The Care Quality Commission has committed to work closely with national partners to inform the Five Year Forward View[4]; a government backed plan on how to tackle the issues they identified in the CQC’s inspection. The issues they seek to address are widespread; such as a high number of people of all ages who have been left with no choice but to receive care in facilities many miles from their home, waiting times for up to 18 months, even for children and young people and the inconsistency of using physical restraints.

While it is deeply concerning that between 70 and 75% of people who diagnosable mental illness are not engaged with any service and receive no treatment, the fact that these statistics are now widely available, repeated often and discussed at the highest point of government is a positive. The beginning of every long, difficult journey begins at the first step.

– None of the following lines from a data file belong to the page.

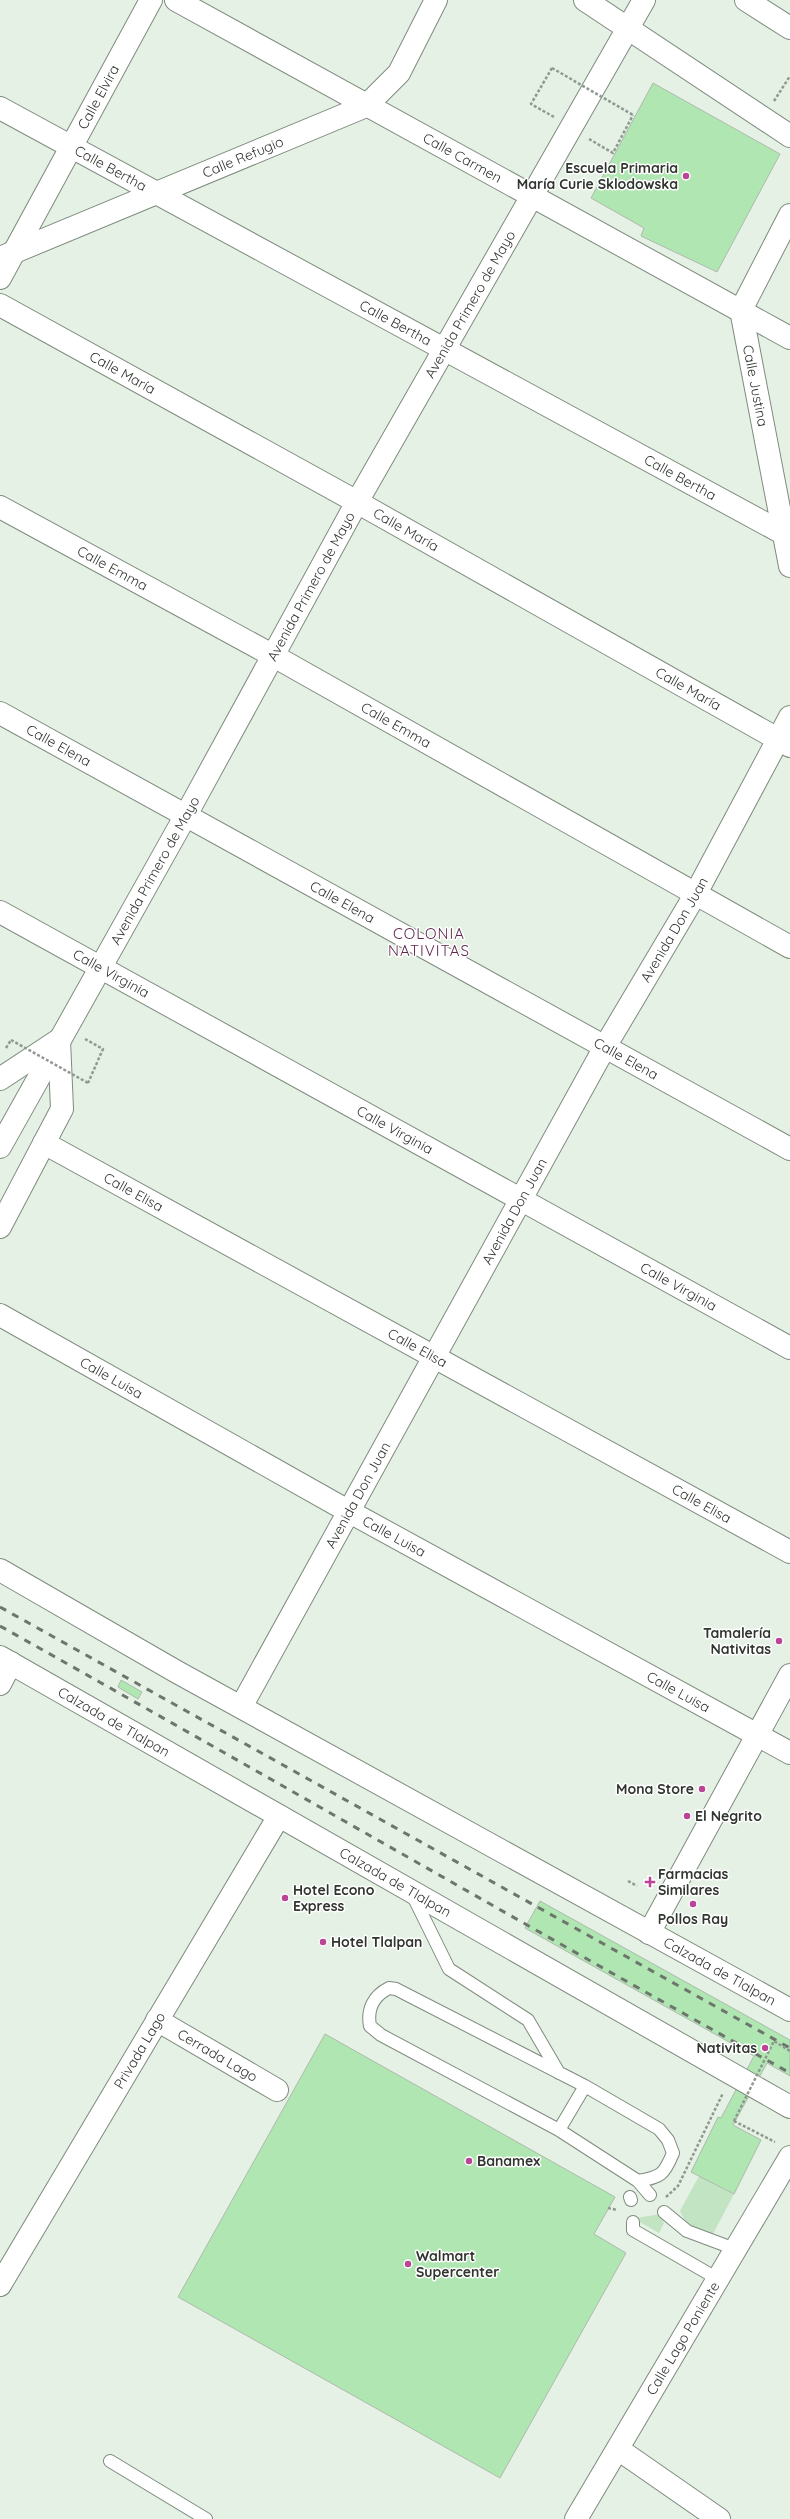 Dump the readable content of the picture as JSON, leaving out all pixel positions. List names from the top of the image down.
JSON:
{
  "streets": {
    "main road": [
      "Calle Elvira",
      "Calle Refugio",
      "Calle Carmen",
      "Calle Bertha",
      "Avenida Primero de Mayo",
      "Calle María",
      "Calle Justina",
      "Calle Emma",
      "Calle Elena",
      "Avenida Don Juan",
      "Calle Virginia",
      "Calle Elisa",
      "Calle Luisa",
      "Calzada de Tlalpan",
      "Privada Lago",
      "Cerrada Lago",
      "Calle Lago Poniente"
    ]
  },
  "crossings": [
    ["Calle Elvira", "Calle Refugio"],
    ["Calle Elvira", "Calle Bertha"],
    ["Calle Refugio", "Calle Carmen"],
    ["Calle Refugio", "Calle Bertha"],
    ["Calle Carmen", "Avenida Primero de Mayo"],
    ["Calle Carmen", "Calle Justina"],
    ["Calle Bertha", "Avenida Primero de Mayo"],
    ["Calle Bertha", "Calle Justina"],
    ["Avenida Primero de Mayo", "Calle María"],
    ["Avenida Primero de Mayo", "Calle Emma"],
    ["Avenida Primero de Mayo", "Calle Elena"],
    ["Avenida Primero de Mayo", "Calle Virginia"],
    ["Calle María", "Avenida Don Juan"],
    ["Calle Emma", "Avenida Don Juan"],
    ["Calle Elena", "Avenida Don Juan"],
    ["Avenida Don Juan", "Calle Virginia"],
    ["Avenida Don Juan", "Calle Elisa"],
    ["Avenida Don Juan", "Calle Luisa"],
    ["Avenida Don Juan", "Calzada de Tlalpan"],
    ["Calzada de Tlalpan", "Privada Lago"],
    ["Privada Lago", "Cerrada Lago"]
  ],
  "districts": ["COLONIA NATIVITAS"],
  "places": {
    "other": [
      "Escuela Primaria María Curie Sklodowska",
      "Tamalería Nativitas",
      "Mona Store",
      "El Negrito",
      "Hotel Econo Express",
      "Pollos Ray",
      "Hotel Tlalpan",
      "Nativitas",
      "Banamex",
      "Walmart Supercenter"
    ],
    "health": ["Farmacias Similares"]
  }
} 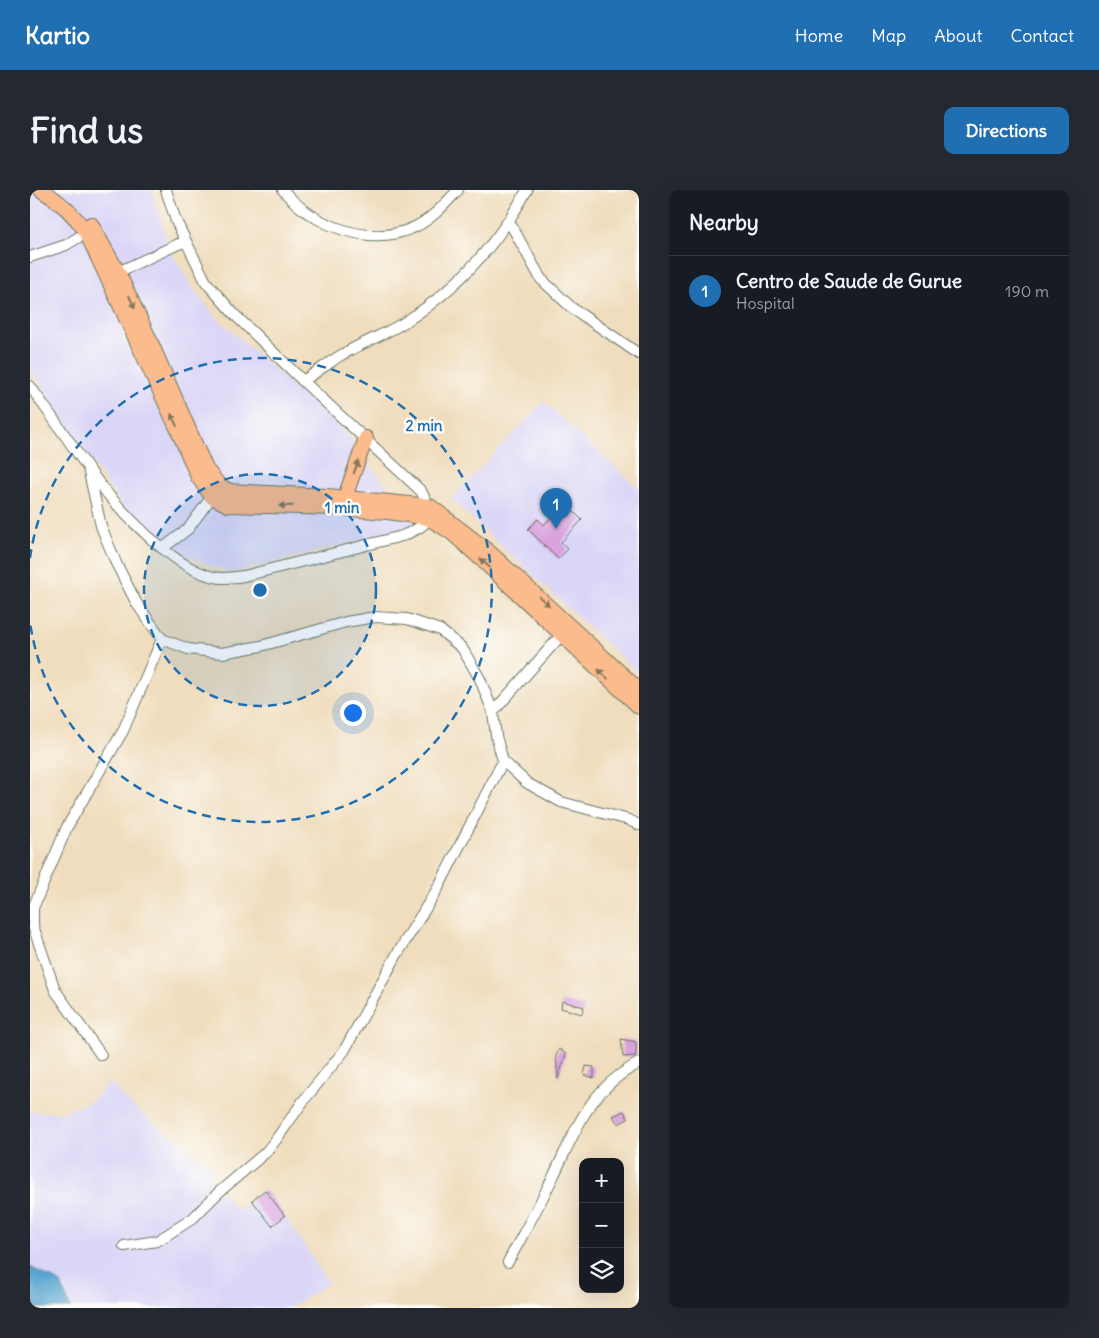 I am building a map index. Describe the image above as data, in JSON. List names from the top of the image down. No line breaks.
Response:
{"page":{"header":"Kartio","nav":["Home","Map","About","Contact"],"buttons":"Directions","title":"Find us","heading":"Nearby","list":[{"mark":"1","name":"Centro de Saude de Gurue","note":"Hospital","value":"190 m"}],"pins":"1","map_buttons":["+","−"]},"rings":["2 min","1 min"]}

The government has made separate pledges to improve mental health treatment for children and young people and to amend and improve the Mental Health Act to better support those most severely affected by mental health conditions. Additionally, ministers have considered introducing wait-time targets similar to those for physical health such as operations, A&E and other treatments like chemotherapy. Unfortunately the overarching challenge for plans to improve mental health treatment is a severe case of understaffing and lack of funding for meaningful projects to take off. The NHS has implemented a maximum wait time for those suffering from psychosis, however due to understaffing and underfunding, the government’s promise to ensure children are seen within four weeks of seeking help is only expected to be rolled out in a quarter of England in 2023[5], which does nothing to combat the consistent criticism that public services in the UK are a ‘postcode lottery’ in terms of what kind of quality you can expect to receive in treatment.

Speaking to the National Institute for Health and Care Excellent (NICE), Portia Dodds gave three recommendations for how mental health services could be improved[6]:

'Train GPs and doctors in noticing early signs of mental health issues - depression, anxiety, OCD, bipolar and other common issues - in all people. Not just young people and teenagers, but everyone.

Create more localised CAMHS services to make them more accessible to people all over the country, and more support groups too.

Allow 18, 19 and 20 year olds to stay within CAMHS rather than moving them onto adult mental health services, and make them more accessible when they go off to university.'

It is extremely positive that institutions such as NICE and CQC are using empirical evidence and the experiences of those using the systems to improve them; while a great deal of work is required to improve the delivery of treatment for those with mental health conditions, it is undeniable that our understanding and commitment to improvements have made significant progress, which must be sustained and maintained with the support of the government.